Sujet
abordé lors de la conférence sur AMAY.
D’après Arthur BOVY dans la Revue du Touring Club de Belgique – 15 juin 1937.
Dans la Vie wallonne du 15 juin 1936 (p. 323), je souhaitais que le Dr. B. Wibin publiât bientôt la savante étude qu’il a consacrée au tronçon amanial de la chaussée romaine de Tongres à Arlon. Le travail, illustré des deux bons croquis que nous reproduisons ici, a paru dans le numéro de juillet-août 1936 de la Chronique archéologique du Pays de Liège.
Cette route qui, pendant de longs siècles s’appela la Chaussée Verte, s’articulait à la grande chaussée dite de Brunehaut, laquelle allait de Bavai à Cologne en passant par Gembloux, Tongres et Maestricht. Elle est à peu près rectiligne et passe, dans la Hesbaye liégeoise, par les villages d’Odeur, de Kemexhe, de Momalle, de Noville, de Horion, de Saint-Georges et de Jehay-Bodegnée. Elle est jalonnée, depuis Tongres, parcinq tumuli recouvrant des tombes à incinération qui servirent aussi, selon toute probabilité de vigilaria ou postes d’observation. Elle semble avoir eu une largeur moyenne de quatre mètres.

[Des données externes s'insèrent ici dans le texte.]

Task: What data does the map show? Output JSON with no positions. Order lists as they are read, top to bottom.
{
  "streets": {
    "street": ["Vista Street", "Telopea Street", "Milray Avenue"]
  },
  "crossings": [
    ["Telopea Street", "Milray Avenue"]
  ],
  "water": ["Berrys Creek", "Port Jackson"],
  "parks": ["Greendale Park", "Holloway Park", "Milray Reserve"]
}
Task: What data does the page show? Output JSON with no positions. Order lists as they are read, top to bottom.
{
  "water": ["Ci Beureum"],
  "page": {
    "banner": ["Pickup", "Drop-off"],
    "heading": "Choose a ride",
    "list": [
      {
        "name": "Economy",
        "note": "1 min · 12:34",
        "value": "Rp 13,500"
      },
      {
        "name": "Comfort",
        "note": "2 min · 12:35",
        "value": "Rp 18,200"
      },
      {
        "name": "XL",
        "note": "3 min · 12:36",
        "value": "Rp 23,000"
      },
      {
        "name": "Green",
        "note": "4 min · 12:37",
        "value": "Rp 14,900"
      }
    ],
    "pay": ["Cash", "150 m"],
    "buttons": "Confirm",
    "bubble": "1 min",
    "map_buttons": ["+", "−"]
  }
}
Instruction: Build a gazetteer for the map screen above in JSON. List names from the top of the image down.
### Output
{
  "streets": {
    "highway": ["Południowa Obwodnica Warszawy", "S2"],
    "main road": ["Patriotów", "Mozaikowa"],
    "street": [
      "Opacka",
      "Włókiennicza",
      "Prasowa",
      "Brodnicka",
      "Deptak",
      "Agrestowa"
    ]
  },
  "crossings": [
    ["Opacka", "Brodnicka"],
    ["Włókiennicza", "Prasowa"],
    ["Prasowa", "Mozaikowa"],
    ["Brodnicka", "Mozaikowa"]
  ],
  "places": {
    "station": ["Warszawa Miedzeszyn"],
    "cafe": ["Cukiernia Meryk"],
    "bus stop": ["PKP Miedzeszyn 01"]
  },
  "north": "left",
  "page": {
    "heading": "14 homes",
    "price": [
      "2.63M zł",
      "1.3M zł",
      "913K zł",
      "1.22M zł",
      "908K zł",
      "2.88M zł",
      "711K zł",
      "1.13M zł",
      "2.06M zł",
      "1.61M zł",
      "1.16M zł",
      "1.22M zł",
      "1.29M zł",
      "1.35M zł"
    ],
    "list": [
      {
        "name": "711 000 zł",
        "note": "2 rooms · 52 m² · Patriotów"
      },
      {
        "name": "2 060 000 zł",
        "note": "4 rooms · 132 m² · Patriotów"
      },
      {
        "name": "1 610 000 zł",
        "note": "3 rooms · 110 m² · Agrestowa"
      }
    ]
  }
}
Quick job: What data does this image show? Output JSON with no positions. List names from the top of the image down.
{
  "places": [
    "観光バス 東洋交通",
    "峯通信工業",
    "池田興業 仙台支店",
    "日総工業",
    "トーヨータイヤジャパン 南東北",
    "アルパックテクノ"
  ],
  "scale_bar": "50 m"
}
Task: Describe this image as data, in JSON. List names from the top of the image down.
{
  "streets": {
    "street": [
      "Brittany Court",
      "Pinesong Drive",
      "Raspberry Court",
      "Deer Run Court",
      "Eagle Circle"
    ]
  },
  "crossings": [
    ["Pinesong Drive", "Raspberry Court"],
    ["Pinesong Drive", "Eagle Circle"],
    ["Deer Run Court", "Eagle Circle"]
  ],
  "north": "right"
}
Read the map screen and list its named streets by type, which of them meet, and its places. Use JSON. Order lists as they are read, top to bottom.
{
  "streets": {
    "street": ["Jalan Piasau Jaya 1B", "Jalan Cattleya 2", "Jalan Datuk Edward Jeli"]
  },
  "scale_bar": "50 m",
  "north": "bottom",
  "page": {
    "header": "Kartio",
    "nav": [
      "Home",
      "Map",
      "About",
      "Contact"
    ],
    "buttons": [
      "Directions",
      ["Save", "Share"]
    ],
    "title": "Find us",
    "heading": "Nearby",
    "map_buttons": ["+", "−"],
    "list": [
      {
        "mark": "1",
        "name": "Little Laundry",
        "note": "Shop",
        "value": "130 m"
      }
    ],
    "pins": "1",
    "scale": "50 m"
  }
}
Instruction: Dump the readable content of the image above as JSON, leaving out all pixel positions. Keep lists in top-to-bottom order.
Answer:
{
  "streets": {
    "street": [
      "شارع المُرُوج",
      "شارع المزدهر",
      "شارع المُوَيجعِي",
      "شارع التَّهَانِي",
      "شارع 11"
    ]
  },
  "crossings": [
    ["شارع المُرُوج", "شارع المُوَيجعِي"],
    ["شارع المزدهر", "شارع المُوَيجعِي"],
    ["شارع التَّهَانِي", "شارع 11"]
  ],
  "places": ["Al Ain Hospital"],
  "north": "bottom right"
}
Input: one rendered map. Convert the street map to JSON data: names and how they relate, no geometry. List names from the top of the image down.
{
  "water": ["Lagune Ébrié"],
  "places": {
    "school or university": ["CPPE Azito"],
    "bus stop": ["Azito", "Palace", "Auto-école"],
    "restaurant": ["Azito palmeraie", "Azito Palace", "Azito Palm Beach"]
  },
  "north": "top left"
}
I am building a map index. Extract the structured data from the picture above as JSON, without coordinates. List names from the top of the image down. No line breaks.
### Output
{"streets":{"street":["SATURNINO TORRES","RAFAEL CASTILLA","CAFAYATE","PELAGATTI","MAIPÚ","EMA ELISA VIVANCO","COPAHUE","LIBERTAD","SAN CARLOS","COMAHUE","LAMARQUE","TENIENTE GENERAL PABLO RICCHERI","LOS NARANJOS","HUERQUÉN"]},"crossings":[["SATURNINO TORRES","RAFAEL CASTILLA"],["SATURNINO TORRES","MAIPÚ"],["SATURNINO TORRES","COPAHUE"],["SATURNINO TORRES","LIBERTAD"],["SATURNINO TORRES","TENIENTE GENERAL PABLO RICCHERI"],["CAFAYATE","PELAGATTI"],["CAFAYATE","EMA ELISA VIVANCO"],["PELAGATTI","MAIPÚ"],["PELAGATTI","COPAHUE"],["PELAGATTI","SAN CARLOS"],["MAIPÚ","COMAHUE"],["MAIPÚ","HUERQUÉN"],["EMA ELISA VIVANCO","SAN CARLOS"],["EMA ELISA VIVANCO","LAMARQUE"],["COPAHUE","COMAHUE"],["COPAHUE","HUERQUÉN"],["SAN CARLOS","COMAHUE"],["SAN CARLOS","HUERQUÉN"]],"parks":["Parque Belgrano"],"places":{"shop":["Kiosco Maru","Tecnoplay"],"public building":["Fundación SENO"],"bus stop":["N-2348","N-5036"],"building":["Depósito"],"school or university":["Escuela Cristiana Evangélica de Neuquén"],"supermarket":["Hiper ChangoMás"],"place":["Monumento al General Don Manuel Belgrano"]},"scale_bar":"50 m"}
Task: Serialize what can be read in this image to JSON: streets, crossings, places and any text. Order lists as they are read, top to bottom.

Près de l’école des Soeurs, à Jehay, elle fait, un coude brusque, à angle droit, et descend vers la Meuse, tandis que la route actuelle, le Saule, Gaillard, la continue en ligne droite. Il y a une quarantaine d’années, un de mes oncles, qui était entrepreneur et conseiller communal, avait accepté de surveiller la construction d’un petit aqueduc à cet endroit précis.
La pioche mit à découvert, à une profondeur de près d’un mètre et sur une largeur d’environ quatre mètres, de grandes dalles de grès reposant sur fort bétonnage. C’était, à n’en pas douter, un fragment de la chaussée des Romains.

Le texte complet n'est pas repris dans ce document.